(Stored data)
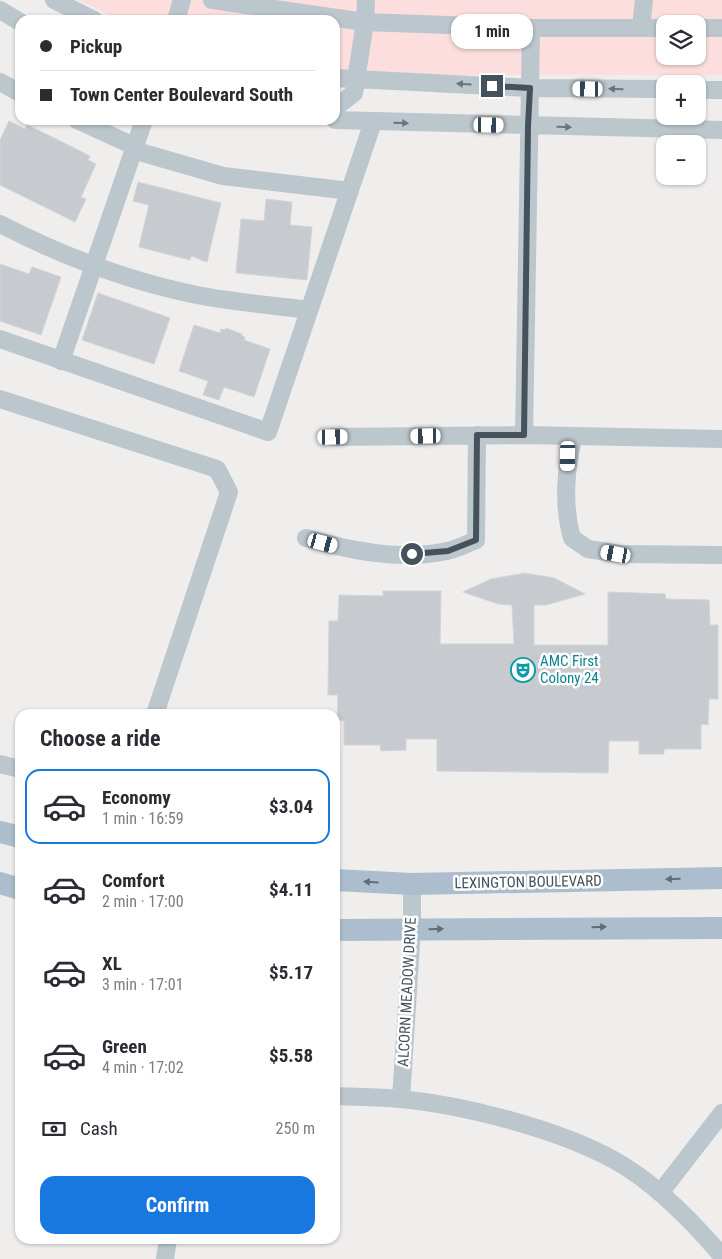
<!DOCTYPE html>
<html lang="en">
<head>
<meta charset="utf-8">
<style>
	body { margin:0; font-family:"Roboto Condensed",sans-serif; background:#f7f7f7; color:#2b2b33; height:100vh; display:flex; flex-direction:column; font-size:19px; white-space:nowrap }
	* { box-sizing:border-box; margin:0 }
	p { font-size:16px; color:#7c7c81 }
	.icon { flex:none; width:28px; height:28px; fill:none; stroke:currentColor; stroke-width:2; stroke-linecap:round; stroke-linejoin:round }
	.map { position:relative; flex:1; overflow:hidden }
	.drawer { position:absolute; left:15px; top:709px; width:325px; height:535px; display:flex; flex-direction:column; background:#fff; border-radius:15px; box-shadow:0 1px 4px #0004 }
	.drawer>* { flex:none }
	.top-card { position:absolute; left:15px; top:15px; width:325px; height:110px; border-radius:15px; box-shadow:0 1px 4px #0004; display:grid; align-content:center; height:110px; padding:0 25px; background:#fff }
	.controls { position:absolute; left:656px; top:15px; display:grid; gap:10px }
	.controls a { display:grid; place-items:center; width:50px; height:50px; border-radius:10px; background:#fff; box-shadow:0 1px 4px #0004; font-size:25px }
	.end { position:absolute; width:22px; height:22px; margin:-11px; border:6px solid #45525b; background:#fff; box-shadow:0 0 0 2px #fff }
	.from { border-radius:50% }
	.bubble { position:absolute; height:35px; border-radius:15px; background:#fff; box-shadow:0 1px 4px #0004; font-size:16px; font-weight:700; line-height:35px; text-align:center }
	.car { position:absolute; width:15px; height:30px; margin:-15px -8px; border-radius:6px; box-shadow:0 0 4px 1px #0007; background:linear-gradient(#fff 24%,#345 0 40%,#fff 0 76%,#345 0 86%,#fff 0) }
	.top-card b { display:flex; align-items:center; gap:18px; height:48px; font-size:19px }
	.top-card b+b { border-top:1px solid #e1e1e2 }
	.top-card i { width:12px; height:12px; background:#2b2b33 }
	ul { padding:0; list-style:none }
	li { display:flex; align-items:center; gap:15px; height:75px; margin:0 10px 8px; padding:0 15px; border:2px solid transparent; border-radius:15px }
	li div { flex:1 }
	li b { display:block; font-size:19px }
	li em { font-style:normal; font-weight:700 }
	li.on { border-color:#1878df }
	li>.icon { width:45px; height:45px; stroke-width:1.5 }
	h2 { padding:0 25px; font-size:22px; line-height:60px }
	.pay { display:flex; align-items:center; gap:12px; height:55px; padding:0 25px; font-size:19px }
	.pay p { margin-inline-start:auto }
	.cta { display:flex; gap:10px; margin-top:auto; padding:10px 25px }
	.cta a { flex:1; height:58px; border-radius:15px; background:#1878df; color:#fff; font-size:20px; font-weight:700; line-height:58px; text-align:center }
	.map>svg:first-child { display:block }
	.medical { fill:#fbdedd; fill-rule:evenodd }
	.building { fill:#c7cbd0; stroke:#d1d4d9 }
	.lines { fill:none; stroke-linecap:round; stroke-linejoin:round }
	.minor { stroke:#bbc6cd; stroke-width:18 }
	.major { stroke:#acbecd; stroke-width:22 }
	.oneway { fill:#68757d }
	.oneway2 { fill:#5f6d78 }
	.route { stroke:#45525b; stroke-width:6 }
	.labels { text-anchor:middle; stroke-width:5; stroke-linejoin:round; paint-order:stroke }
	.culture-label { font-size:15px; fill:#0d838f; stroke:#fff; text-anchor:start }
	.street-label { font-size:15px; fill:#45525b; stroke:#fff }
</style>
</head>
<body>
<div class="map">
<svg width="722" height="1259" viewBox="0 0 722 1259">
	<rect width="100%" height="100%" fill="#f0eded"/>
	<path class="medical" d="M 78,0 L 722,0 L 722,75 L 385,75 L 335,72 L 335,20 L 122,20 ZM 665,24 L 698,24 L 698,56 L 665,56 Z"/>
	<path class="building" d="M 9,121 L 25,129 L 27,125 L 48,135 L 90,156 L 88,160 L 96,164 L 81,197 L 86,199 L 75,222 L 0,185 L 0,140 Z
		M 138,182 L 221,203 L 207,262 L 191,256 L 190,260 L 139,247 L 149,205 L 133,201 Z
		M 266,199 L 292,202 L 290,225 L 312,227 L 307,280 L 236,273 L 241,219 L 264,221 Z
		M 0,264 L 29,274 L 32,267 L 61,277 L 41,335 L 0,321 Z
		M 98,293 L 170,318 L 154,364 L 82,340 Z
		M 194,325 L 220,333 L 221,329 L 225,330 L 226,328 L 242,334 L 242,336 L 245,337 L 244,340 L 270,349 L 254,397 L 224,387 L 219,400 L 203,395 L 208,381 L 179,371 Z
		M 525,573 L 554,578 L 585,594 L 546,605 L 534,605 L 534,645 L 608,645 L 608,592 L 665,594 L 666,599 L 709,600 L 710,625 L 718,625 L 718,699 L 709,699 L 708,725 L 701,724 L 701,749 L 664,749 L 664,754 L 639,754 L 639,741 L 609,741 L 608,773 L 437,771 L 437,739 L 406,739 L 406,750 L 381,751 L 380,745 L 344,745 L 344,721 L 337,720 L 338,695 L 328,695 L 329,621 L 338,621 L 339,595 L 383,596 L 383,591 L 441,591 L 440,644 L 514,644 L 512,605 L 498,604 L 463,592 L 491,579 Z"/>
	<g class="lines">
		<path class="minor" d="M 54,0 L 94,20
			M 212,0 L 365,22 L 366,0
			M 0,10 L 20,22
			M 176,20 L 182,0
			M 641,28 L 644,0
			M 665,28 L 531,28 L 524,435 L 722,439
			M 698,28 L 722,28
			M 335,78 L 530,88 L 665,89
			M 0,82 L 20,93
			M 698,90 L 722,90
			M 335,108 L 354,93 L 365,22 L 531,28
			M 77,120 L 134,146
			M 335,120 L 722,130
			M 133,150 L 223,176 L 350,191
			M 0,224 C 60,255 126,280 192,294 C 231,302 270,305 309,310
			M 0,339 L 268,432 L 373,122
			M 61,361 L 144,120
			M 0,399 L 217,469 L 229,492 L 155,714
			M 574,436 C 565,468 563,507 572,538 L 588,549 L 620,554 L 722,555
			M 333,437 L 524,435
			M 306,538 C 352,551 400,561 447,551 C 457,549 467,544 476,540 L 477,435
			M 0,764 L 20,769
			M 335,1096 C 356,1097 378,1097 400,1099 C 464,1105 558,1129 614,1160 C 654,1182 693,1222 722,1256
			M 401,1099 L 412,929 L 412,884
			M 660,1193 L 722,1113
			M 165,1259 L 168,1239"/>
		<path class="major" d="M 0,832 L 20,837
			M 335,880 L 412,884 L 722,878
			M 0,883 L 20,889
			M 335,930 L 722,928"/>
	</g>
	<defs><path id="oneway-solid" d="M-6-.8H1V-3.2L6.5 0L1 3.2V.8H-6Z" transform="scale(1.25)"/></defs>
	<g class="oneway">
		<use href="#oneway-solid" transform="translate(464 84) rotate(-177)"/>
		<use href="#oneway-solid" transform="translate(616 89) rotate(-179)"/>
		<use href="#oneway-solid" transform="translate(401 123) rotate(1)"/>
		<use href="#oneway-solid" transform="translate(564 127) rotate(1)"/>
	</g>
	<g class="oneway2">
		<use href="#oneway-solid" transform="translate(673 879) rotate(179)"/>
		<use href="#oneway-solid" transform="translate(371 882) rotate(-177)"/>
		<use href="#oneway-solid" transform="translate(599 927) rotate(-1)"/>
		<use href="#oneway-solid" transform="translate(436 929) rotate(-1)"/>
	</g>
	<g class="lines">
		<path class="route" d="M 412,554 L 448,551 L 476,540 L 477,435 L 524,435 L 528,126 L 530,88 L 492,86"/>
	</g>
	<defs>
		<symbol id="theatre-ring" viewBox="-11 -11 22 22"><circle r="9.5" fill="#fff" stroke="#0f9aa8" stroke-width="1.5"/><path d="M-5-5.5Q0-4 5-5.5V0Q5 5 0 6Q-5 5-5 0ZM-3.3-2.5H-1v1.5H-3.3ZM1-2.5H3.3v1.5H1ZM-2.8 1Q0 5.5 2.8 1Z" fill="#0f9aa8"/></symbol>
	</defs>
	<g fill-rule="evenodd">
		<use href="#theatre-ring" x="509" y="656" width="28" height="28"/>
	</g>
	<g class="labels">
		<g class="culture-label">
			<text x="540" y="666">AMC First<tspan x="540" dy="17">Colony 24</tspan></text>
		</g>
		<g class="street-label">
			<text transform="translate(528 882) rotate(-1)" y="5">LEXINGTON BOULEVARD</text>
			<text transform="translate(407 992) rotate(-87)" y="5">ALCORN MEADOW DRIVE</text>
		</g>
	</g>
</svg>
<div class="controls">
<a><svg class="icon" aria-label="layers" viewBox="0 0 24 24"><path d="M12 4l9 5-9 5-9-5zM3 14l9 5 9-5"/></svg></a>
<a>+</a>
<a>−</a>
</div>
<i class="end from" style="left:412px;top:554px"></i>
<i class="end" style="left:492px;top:86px"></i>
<div class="bubble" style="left:451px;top:14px;width:82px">1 min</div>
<i class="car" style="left:588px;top:89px;rotate:271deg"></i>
<i class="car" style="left:489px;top:125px;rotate:91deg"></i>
<i class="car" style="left:426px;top:436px;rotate:269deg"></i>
<i class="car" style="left:333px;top:437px;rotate:89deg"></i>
<i class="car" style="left:568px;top:456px;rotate:181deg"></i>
<i class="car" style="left:323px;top:543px;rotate:105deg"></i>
<i class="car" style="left:616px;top:554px;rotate:280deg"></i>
<div class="top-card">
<b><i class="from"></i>Pickup</b>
<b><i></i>Town Center Boulevard South</b>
</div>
<section class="drawer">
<h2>Choose a ride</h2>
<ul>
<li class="on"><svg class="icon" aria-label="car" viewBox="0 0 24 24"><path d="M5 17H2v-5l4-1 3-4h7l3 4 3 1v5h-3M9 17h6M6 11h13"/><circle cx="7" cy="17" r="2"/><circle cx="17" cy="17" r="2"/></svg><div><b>Economy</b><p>1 min · 16:59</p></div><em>$3.04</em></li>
<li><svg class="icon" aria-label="car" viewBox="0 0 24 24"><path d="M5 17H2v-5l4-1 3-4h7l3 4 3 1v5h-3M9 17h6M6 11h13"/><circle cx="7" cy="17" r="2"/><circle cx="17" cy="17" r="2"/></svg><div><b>Comfort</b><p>2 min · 17:00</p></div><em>$4.11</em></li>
<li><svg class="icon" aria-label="car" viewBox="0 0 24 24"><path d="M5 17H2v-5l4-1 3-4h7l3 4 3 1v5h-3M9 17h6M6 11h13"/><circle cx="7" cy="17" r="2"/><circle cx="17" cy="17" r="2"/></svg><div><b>XL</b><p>3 min · 17:01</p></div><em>$5.17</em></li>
<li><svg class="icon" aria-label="car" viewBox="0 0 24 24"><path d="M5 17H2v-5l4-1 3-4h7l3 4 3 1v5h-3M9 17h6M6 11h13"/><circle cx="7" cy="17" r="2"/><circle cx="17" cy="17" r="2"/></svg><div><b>Green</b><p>4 min · 17:02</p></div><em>$5.58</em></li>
</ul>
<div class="pay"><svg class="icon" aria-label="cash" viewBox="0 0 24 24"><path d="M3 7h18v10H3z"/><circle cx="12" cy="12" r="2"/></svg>Cash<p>250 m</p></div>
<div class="cta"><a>Confirm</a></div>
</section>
</div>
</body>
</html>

**EXERCISE DESCRIPTION:**
Lines with "linecap" in the records above: copy every one of them.

**REPLY TO THE TASK:**
	.icon { flex:none; width:28px; height:28px; fill:none; stroke:currentColor; stroke-width:2; stroke-linecap:round; stroke-linejoin:round }
	.lines { fill:none; stroke-linecap:round; stroke-linejoin:round }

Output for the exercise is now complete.